Factors that influence Codfish (F3) IgE
Your result can be influenced by your overall allergic tendency (atopy), which can raise multiple specific IgE tests at once. Cross-reactivity between fish species can contribute to positivity even if you have only eaten certain fish. Age, recent exposures, and changes in immune activity over time can shift levels, which is why trends can be informative. Medications like antihistamines do not typically suppress blood IgE results (they affect symptoms and skin testing more), but your clinical context still matters for interpretation.
What’s included
- CODFISH (F3) IGE
Frequently Asked Questions
What does a Codfish (F3) IgE test measure?
It measures allergen-specific IgE antibodies in your blood that bind to codfish proteins. It is used to assess sensitization that can be consistent with an IgE-mediated codfish allergy when your symptoms and timing fit.
Does a positive codfish IgE mean I am definitely allergic?
Not necessarily. A positive result means sensitization, but true allergy requires a consistent history of symptoms with exposure. Your clinician may combine this result with your history, other testing, and in some cases supervised oral challenge to confirm allergy.

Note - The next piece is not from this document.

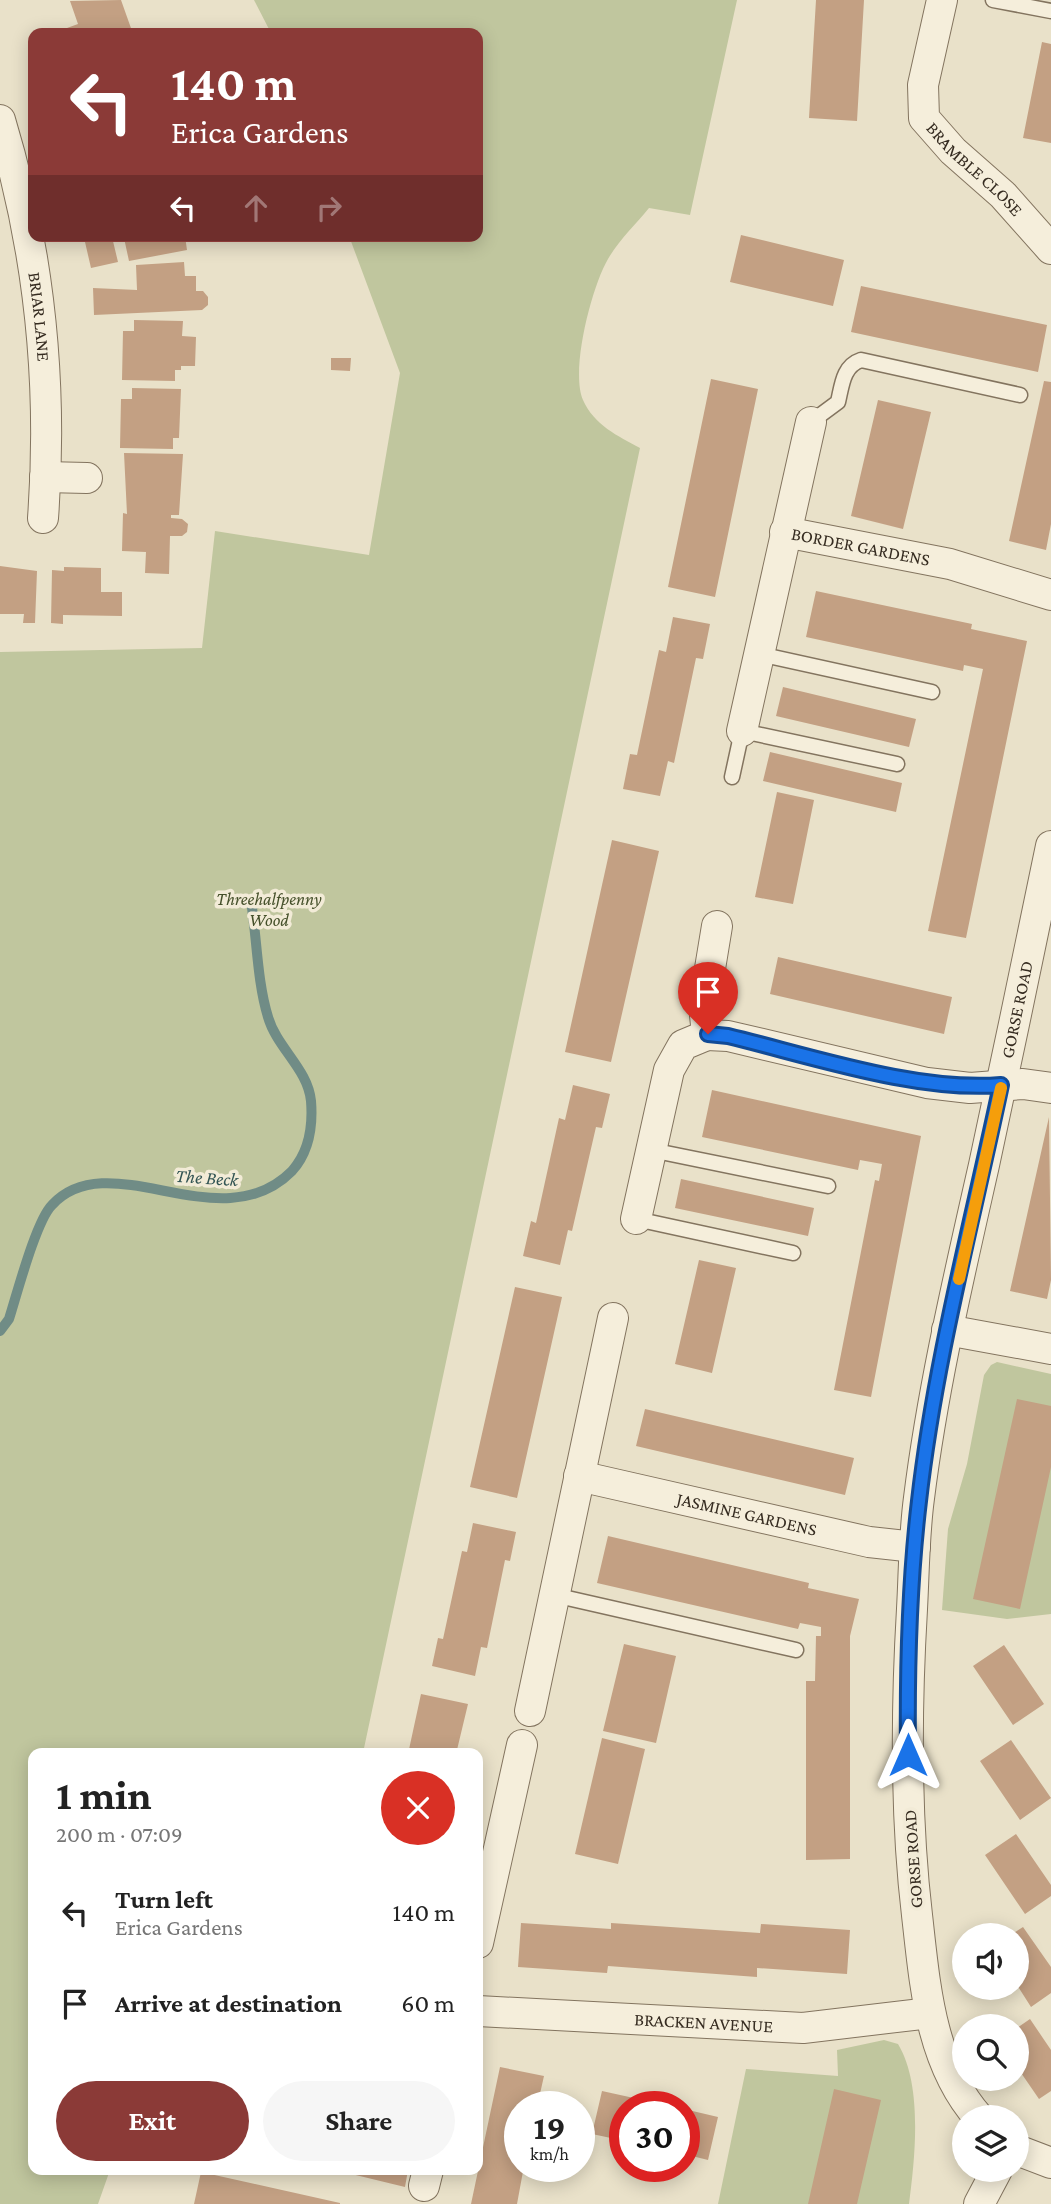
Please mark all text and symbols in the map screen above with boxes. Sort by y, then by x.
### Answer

Can I be allergic to one fish but not others?
Yes. Many people react to multiple fish because of shared proteins, but fish allergy can be species-specific. If codfish IgE is positive (or negative) and your history points to a different fish, targeted testing for the fish you ate can be more informative.
Do I need to fast for a codfish IgE blood test?
Fasting is usually not required for allergen-specific IgE testing. If you are combining this with other labs that do require fasting, follow the instructions for the full set of tests you ordered.
Will antihistamines affect my Codfish (F3) IgE result?
Antihistamines generally do not change blood IgE measurements, although they can affect skin-prick testing results and can mask symptoms. If you are being evaluated for allergy, tell your clinician what you are taking so they can interpret everything in context.
How often should I retest codfish IgE?
Retesting depends on your age, history of reactions, and whether you have avoided fish or had accidental exposures. Many clinicians consider retesting after a meaningful interval (often 6–12 months or longer) when results could change management, such as deciding whether supervised reintroduction is worth discussing.
What should I do if my codfish IgE is high but I have never noticed symptoms?
Do not start “trial exposures” on your own. A high result can reflect sensitization without obvious symptoms, but it can also indicate risk if you have not eaten codfish recently. Discuss your diet history and any subtle symptoms with a clinician to decide whether avoidance, additional testing, or supervised evaluation is appropriate.